Record excerpts:
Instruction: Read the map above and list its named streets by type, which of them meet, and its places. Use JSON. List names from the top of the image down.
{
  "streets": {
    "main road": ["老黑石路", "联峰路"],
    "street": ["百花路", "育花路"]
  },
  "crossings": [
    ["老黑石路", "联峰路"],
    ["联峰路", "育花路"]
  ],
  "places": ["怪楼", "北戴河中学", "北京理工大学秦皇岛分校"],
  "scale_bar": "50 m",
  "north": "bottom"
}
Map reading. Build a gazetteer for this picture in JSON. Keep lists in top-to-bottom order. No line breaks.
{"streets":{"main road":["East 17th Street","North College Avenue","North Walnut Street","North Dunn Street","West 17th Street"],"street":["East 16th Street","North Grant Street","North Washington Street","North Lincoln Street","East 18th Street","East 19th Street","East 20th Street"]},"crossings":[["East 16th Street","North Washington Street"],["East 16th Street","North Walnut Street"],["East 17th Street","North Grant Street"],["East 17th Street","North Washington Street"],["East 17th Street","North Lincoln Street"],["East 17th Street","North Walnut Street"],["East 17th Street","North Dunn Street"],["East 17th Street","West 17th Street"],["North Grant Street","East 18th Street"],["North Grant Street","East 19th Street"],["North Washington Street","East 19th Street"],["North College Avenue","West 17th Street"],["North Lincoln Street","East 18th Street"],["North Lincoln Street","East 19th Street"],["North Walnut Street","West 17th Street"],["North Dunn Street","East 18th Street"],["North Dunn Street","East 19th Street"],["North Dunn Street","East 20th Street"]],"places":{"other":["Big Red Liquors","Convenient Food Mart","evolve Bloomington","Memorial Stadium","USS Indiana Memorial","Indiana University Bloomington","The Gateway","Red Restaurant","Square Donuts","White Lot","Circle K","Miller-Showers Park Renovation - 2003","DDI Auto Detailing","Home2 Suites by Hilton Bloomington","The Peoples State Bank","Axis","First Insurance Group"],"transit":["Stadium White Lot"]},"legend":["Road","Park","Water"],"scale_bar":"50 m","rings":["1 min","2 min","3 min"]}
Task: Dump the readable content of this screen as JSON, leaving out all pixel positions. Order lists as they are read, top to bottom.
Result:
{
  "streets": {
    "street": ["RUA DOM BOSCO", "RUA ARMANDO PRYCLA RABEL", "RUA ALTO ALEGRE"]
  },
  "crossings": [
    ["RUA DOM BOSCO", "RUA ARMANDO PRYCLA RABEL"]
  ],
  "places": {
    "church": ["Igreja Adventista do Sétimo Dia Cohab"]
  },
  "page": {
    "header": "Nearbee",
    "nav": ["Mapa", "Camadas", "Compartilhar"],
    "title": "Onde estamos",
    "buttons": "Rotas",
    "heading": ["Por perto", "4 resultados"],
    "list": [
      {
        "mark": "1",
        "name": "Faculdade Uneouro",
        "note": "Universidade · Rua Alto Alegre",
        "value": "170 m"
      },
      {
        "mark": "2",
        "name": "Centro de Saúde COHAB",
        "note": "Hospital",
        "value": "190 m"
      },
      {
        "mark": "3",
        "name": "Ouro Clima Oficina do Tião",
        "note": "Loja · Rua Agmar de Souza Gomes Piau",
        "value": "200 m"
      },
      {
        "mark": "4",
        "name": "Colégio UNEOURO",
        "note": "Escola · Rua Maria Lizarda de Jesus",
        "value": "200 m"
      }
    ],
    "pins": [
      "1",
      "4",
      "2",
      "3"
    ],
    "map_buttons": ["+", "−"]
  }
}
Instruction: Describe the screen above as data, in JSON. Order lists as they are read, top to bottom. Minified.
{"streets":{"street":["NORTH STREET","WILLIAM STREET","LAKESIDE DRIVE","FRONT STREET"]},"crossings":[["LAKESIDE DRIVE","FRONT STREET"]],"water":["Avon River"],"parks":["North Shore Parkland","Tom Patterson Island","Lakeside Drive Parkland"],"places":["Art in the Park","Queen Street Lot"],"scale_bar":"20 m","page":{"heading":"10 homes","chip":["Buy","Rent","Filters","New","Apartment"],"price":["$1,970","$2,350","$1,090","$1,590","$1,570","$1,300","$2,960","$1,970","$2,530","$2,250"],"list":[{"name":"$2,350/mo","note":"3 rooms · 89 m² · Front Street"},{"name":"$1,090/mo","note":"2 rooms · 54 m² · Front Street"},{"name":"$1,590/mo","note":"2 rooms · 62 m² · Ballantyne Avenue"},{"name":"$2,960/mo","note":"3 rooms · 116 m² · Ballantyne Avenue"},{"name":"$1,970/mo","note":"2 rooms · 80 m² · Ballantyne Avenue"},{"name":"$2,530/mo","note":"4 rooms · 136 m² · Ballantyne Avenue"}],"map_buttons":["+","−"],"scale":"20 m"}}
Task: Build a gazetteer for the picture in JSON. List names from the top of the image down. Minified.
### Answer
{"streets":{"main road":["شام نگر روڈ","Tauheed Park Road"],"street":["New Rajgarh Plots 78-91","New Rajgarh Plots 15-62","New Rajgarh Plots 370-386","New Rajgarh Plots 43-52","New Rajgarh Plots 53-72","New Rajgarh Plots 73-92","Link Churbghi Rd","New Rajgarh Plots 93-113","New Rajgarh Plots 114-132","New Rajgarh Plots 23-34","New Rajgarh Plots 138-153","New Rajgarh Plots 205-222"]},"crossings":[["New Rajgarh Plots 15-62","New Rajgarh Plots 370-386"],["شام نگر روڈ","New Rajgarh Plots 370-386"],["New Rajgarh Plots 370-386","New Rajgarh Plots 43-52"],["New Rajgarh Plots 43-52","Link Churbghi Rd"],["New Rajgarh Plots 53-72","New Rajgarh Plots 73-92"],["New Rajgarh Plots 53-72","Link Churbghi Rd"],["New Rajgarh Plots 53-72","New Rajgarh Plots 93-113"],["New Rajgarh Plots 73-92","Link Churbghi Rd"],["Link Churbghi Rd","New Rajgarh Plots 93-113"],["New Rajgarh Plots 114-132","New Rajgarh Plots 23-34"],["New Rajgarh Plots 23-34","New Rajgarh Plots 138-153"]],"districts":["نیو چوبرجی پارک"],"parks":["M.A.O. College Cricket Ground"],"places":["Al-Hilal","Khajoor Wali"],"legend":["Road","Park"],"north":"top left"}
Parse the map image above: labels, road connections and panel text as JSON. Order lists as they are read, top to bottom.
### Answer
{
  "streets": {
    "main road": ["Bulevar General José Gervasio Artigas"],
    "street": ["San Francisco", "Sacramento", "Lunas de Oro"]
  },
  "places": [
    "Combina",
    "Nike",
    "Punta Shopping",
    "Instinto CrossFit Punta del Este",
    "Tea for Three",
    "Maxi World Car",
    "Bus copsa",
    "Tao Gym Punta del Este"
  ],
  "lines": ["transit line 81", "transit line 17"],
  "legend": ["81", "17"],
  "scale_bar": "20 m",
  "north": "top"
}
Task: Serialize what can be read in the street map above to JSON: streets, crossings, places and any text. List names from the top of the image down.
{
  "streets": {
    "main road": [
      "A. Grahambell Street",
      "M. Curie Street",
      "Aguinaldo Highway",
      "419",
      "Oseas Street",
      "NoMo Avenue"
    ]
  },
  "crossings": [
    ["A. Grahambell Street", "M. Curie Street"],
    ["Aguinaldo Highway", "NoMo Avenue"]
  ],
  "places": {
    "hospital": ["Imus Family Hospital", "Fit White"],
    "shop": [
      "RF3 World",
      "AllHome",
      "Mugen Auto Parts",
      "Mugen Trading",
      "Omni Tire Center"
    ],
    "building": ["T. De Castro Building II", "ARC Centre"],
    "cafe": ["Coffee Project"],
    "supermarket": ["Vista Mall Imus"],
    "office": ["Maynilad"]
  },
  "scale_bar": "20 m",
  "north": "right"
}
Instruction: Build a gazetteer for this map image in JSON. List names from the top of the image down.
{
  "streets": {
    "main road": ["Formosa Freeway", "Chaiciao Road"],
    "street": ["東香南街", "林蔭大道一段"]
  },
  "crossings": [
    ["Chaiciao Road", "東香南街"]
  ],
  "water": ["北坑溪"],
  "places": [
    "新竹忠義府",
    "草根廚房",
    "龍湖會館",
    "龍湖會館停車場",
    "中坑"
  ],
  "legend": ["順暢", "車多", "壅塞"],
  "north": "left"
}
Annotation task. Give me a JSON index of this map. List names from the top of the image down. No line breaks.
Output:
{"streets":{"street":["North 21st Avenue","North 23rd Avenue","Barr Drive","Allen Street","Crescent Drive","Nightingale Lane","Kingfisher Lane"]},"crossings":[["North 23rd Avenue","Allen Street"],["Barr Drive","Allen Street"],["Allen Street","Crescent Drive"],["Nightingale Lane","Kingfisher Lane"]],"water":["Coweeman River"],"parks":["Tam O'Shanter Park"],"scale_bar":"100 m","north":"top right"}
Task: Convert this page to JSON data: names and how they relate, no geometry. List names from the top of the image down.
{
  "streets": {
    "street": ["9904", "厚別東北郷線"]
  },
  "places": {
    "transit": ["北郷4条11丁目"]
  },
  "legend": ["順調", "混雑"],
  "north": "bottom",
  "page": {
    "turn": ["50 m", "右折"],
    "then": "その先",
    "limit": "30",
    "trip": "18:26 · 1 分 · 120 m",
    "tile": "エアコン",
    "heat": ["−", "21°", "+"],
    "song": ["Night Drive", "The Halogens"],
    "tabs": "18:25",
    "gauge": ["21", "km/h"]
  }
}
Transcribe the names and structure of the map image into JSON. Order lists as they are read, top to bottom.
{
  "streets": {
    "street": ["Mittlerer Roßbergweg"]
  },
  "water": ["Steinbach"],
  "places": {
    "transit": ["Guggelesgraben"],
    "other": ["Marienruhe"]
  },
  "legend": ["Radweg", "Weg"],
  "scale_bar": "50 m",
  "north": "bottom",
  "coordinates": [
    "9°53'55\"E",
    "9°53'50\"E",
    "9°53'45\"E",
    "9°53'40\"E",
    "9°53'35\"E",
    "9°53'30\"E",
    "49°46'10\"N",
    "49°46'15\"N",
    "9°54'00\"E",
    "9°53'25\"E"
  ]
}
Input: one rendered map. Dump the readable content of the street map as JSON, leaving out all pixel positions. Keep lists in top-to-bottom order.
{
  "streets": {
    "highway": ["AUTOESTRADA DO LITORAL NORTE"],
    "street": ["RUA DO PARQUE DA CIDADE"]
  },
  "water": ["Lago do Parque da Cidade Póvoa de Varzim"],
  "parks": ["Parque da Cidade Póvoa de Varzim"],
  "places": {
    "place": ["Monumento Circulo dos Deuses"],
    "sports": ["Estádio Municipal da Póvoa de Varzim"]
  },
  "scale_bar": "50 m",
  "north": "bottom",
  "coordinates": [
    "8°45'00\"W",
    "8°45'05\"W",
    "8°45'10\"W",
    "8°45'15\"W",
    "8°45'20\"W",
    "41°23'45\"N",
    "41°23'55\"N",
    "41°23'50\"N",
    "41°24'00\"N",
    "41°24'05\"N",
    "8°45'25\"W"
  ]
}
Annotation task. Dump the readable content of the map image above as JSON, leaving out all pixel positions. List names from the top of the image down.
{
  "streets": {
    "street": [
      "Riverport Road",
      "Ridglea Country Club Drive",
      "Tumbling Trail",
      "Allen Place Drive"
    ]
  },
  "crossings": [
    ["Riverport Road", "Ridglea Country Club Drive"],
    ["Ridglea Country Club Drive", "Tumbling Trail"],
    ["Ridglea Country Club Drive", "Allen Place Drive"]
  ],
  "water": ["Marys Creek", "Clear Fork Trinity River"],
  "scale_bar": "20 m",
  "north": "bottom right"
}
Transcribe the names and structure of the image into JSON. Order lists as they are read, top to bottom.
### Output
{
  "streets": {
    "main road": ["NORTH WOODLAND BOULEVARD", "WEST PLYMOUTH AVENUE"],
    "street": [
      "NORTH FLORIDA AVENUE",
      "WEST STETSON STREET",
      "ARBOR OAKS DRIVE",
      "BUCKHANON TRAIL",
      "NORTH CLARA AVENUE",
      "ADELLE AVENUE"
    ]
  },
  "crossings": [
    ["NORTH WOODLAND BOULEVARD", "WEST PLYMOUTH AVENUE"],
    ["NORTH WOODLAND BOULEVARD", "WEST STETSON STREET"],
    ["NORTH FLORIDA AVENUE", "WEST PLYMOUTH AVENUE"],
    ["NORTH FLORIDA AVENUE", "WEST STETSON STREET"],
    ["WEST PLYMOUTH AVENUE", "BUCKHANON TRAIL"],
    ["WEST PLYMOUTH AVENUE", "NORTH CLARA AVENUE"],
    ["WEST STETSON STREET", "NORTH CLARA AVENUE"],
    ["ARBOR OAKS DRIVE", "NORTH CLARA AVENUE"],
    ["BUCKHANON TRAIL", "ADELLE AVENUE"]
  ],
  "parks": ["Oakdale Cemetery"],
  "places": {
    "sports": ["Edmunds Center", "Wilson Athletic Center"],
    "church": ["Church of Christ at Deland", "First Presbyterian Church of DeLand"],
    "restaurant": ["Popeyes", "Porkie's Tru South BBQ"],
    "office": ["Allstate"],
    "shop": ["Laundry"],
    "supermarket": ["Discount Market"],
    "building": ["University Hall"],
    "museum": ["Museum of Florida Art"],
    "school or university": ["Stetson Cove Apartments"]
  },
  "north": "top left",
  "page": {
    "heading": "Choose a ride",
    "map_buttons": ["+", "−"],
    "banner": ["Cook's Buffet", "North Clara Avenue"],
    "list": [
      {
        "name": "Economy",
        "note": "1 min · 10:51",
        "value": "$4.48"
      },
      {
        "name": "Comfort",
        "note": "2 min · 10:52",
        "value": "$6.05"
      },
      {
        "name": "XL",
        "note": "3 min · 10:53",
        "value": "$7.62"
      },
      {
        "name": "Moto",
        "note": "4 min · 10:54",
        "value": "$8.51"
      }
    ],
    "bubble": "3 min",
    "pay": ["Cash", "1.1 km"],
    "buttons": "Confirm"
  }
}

The problem:
All lines above with "Center" in them should be returned.

Finished exercise:
      "Omni Tire Center"
    "sports": ["Edmunds Center", "Wilson Athletic Center"],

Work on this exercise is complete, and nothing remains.